You put science forth as the example of the proper approach to discovering the TRUTH. Why? because it is continuously testing recalculating and trying to prove itself wrong. I agree that this method is a good approach to discovering the truth about how the world works. What you overlook is that there is a TRUTH. It is not forever elusive and uncertain. And we can trust those who have arrived at the TRUTH.
Take something simple. Water boils at 100 degrees C. at sea level. There are some conditions that affect that slightly, such as barometric pressure and so on. But we can live our lives quite comfortably with the 100 degrees at sea level TRUTH. We can be quite confident that further testing and calculating is not going to change that TRUTH to any significant degree. We can bake our cakes following the instruction in the recipe based on the TRUTH. And when we do, viola! we have a cake.

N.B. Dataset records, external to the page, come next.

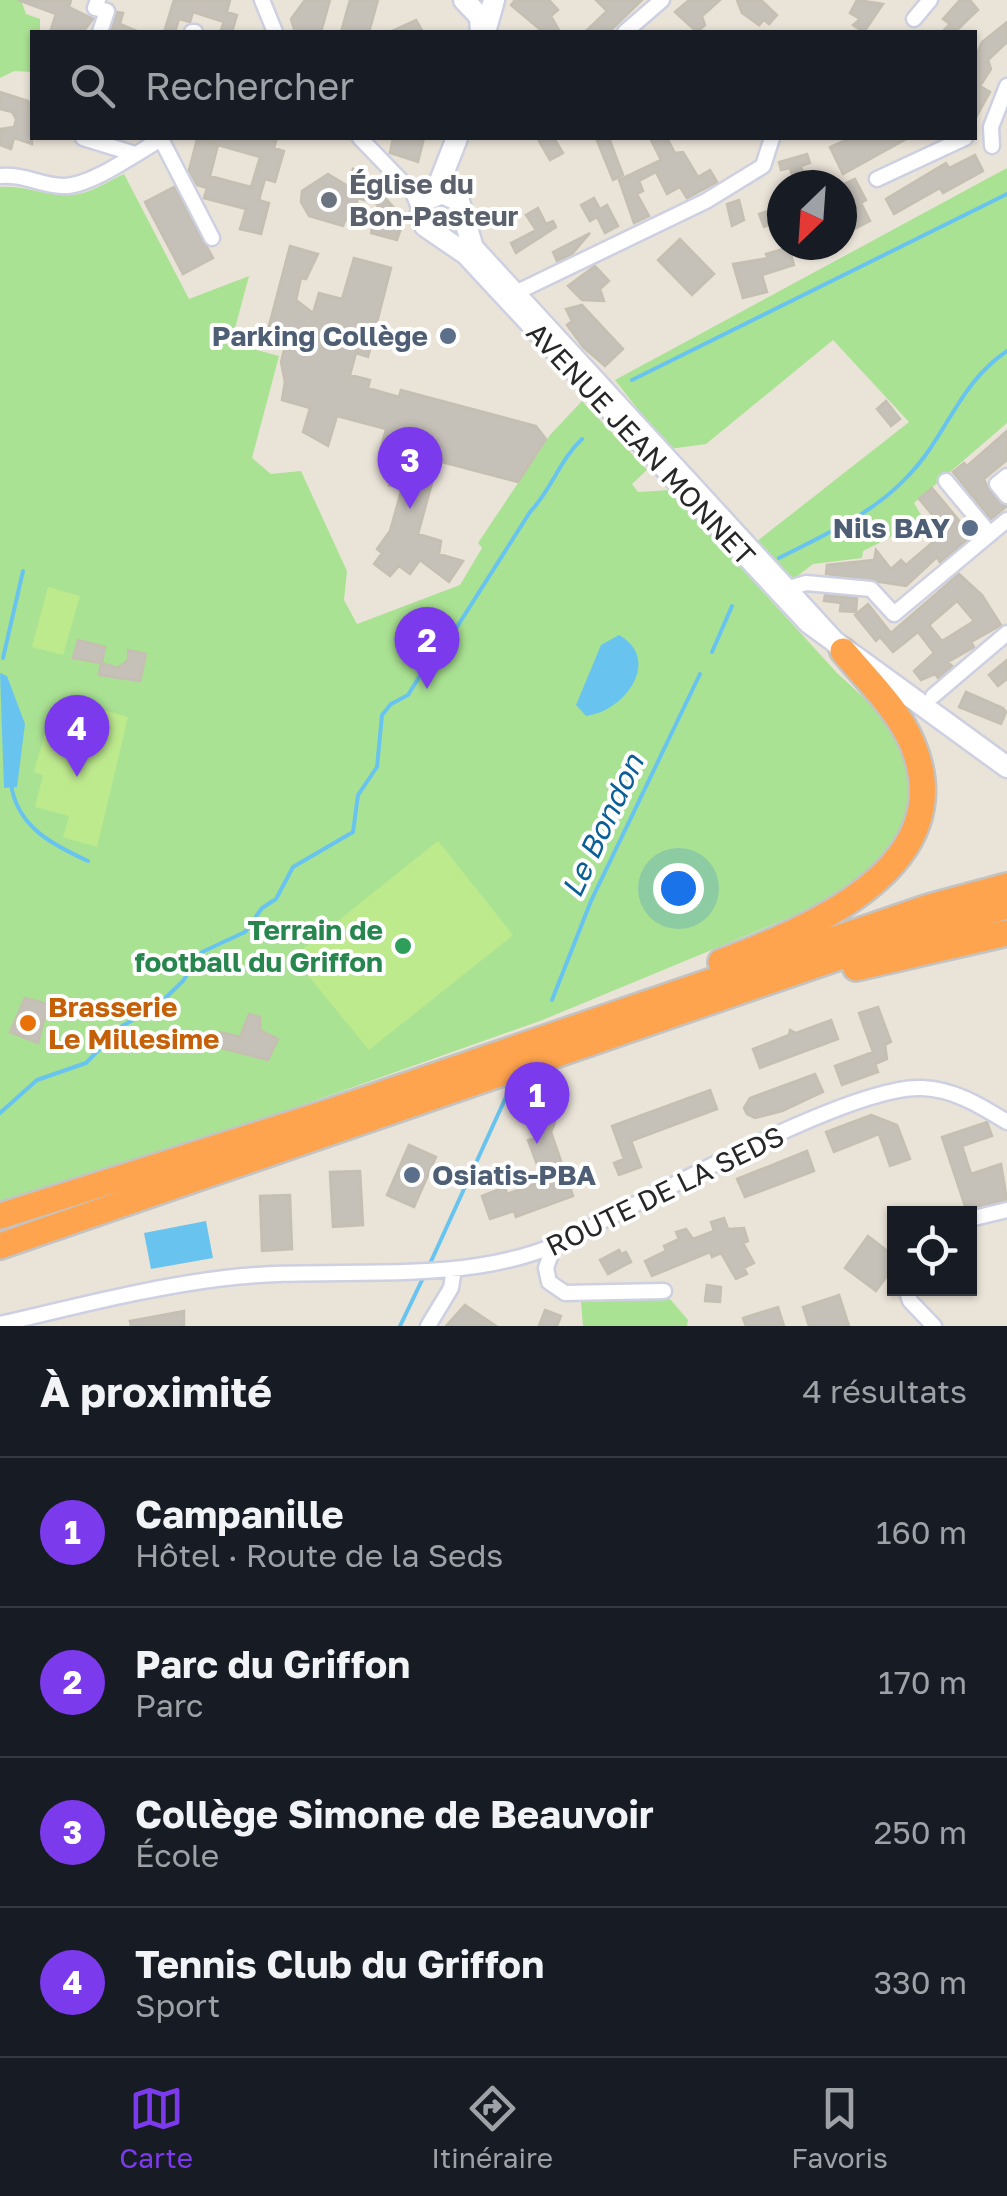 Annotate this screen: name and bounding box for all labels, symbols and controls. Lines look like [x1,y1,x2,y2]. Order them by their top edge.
search box [30,30,977,140]
icon: search [65,58,120,113]
text: Rechercher [145,63,354,108]
place label: Église du Bon-Pasteur [349,167,519,232]
north arrow [767,170,857,260]
marker: Église du Bon-Pasteur [318,189,340,211]
street label: AVENUE JEAN MONNET [520,316,762,572]
place label: Parking Collège [212,319,428,352]
marker: Parking Collège [437,325,459,347]
pin: 3 [378,426,442,509]
place label: Nils BAY [833,511,950,544]
marker: Nils BAY [959,517,981,539]
pin: 2 [394,606,460,689]
pin: 4 [44,694,110,777]
water label: Le Bondon [553,747,651,903]
your location [653,863,704,914]
place label: Terrain de football du Griffon [134,913,383,978]
marker: Terrain de football du Griffon [392,935,414,957]
place label: Brasserie Le Millesime [48,990,220,1055]
marker: Brasserie Le Millesime [17,1012,39,1034]
pin: 1 [504,1062,570,1144]
street label: ROUTE DE LA SEDS [541,1119,789,1262]
place label: Osiatis-PBA [432,1158,596,1191]
marker: Osiatis-PBA [401,1164,423,1186]
map controls [887,1206,977,1296]
button: locate [887,1206,977,1296]
text: À proximité [40,1366,272,1416]
text: 4 résultats [803,1372,967,1410]
text: Campanille [135,1491,344,1536]
text: 1 [64,1513,81,1551]
text: 160 m [876,1513,967,1551]
text: Hôtel · Route de la Seds [135,1536,503,1574]
text: Parc du Griffon [135,1641,410,1686]
text: 2 [63,1663,82,1701]
text: 170 m [878,1663,967,1701]
text: Parc [135,1686,203,1724]
text: Collège Simone de Beauvoir [135,1791,654,1836]
text: 3 [63,1813,82,1851]
text: 250 m [874,1813,967,1851]
text: École [135,1836,219,1874]
text: Tennis Club du Griffon [135,1941,544,1986]
text: 4 [62,1963,83,2001]
text: 330 m [873,1963,967,2001]
text: Sport [135,1986,220,2024]
tab: Carte [119,2081,193,2174]
tab: Itinéraire [431,2081,553,2174]
tab: Favoris [791,2081,888,2174]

Most things are more complicated of course. History is one of those. But there, too, we can be reasonably certain about most things. We can be confident that there was a national election for president of the United States in November 2020 and that Joe Biden won. Despite the claims by Trump that the results were rigged. We can be reasonably certain because in this case the election was carefully scrutinized and recalculated.
The history of Jesus has been examined and reexamined far more carefully than the election. That has been done from the first century to the present. The issues of Mark, for example, have been pondered turned over and pondered again ad infinitum. And we find that, despite all the details we have discovered, the historic conclusions about Mark and Jesus revealed in Mark still bake the cake.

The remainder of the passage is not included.